**** AVAILABLE DATA ****

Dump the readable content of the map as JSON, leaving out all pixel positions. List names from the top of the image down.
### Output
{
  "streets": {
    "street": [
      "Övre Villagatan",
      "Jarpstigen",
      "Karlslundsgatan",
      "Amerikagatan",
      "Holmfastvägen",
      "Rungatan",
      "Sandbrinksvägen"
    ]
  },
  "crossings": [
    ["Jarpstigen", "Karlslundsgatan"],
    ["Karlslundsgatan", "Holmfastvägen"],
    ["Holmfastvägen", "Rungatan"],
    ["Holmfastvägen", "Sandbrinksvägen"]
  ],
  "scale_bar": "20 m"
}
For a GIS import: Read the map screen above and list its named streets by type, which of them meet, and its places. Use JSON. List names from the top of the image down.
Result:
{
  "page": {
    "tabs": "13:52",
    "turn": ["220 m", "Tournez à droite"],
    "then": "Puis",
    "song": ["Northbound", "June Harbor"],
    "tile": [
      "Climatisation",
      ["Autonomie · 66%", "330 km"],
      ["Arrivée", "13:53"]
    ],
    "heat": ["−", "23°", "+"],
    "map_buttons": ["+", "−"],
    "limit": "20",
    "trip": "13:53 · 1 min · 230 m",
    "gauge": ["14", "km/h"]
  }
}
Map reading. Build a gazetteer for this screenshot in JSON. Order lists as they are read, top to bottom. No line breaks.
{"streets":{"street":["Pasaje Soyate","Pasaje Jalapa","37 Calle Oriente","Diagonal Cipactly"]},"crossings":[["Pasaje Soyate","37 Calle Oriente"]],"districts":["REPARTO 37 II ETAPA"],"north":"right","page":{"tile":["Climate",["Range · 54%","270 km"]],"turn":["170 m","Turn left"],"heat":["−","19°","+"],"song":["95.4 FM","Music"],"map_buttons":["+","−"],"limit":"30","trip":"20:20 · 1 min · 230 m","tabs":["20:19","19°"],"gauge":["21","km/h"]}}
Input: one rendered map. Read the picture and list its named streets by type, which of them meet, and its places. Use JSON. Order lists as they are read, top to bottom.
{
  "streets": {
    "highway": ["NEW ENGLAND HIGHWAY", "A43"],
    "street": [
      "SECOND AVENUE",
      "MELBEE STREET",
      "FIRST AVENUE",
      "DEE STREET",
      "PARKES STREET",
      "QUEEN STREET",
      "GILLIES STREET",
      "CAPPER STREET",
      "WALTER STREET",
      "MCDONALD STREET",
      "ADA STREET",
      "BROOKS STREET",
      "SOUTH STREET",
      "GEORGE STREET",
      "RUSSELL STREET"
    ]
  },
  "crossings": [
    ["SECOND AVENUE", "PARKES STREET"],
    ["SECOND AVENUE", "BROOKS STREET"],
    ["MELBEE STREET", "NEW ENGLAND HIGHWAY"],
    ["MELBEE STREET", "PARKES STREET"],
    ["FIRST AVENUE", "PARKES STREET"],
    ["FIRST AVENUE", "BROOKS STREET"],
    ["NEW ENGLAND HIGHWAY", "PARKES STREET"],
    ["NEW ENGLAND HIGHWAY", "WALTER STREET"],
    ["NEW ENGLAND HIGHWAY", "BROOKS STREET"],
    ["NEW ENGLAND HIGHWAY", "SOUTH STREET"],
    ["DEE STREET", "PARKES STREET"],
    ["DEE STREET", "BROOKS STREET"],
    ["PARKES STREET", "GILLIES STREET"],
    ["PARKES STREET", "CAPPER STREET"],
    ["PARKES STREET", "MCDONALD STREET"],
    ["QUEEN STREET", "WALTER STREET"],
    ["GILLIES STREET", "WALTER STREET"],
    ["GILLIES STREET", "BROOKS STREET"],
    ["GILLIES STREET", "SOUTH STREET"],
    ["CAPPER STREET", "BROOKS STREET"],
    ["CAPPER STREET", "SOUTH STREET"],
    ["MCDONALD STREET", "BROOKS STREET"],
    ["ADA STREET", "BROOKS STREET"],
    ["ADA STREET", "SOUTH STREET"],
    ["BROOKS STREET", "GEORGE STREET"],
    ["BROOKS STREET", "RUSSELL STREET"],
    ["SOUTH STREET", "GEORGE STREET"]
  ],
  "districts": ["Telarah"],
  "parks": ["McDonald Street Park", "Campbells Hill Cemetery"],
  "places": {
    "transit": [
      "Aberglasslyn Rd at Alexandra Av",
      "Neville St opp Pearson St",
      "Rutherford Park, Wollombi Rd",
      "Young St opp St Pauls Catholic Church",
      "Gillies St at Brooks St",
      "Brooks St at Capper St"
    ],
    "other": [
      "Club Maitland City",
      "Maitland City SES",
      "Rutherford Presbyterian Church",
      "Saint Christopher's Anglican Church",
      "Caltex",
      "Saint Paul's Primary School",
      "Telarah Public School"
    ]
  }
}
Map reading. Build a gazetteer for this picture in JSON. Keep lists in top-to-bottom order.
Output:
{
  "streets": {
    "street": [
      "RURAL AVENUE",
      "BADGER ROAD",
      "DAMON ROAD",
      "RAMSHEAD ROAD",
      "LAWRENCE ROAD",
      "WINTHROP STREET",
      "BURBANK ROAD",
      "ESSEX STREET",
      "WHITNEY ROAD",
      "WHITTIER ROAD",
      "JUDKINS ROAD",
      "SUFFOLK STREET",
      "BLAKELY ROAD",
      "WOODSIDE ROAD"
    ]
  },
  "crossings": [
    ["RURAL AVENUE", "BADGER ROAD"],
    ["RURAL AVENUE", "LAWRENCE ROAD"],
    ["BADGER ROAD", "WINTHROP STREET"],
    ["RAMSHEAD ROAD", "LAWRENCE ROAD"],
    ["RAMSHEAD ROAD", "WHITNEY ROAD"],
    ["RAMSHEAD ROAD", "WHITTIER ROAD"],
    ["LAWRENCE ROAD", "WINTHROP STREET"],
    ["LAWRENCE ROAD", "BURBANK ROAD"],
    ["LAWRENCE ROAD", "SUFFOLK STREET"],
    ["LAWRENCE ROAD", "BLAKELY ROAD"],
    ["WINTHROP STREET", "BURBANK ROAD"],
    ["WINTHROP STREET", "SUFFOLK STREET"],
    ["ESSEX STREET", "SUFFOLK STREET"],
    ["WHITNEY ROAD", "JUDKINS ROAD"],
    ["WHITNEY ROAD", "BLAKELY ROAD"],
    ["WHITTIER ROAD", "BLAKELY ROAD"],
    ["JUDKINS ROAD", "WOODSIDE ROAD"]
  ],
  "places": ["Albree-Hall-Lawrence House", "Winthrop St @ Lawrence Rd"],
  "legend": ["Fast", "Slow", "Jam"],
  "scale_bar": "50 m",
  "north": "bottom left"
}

****

WORK INSTRUCTION » Go through the data above and copy each line that holds the word "ESSEX".

TASK ANSWER »
      "ESSEX STREET",
    ["ESSEX STREET", "SUFFOLK STREET"],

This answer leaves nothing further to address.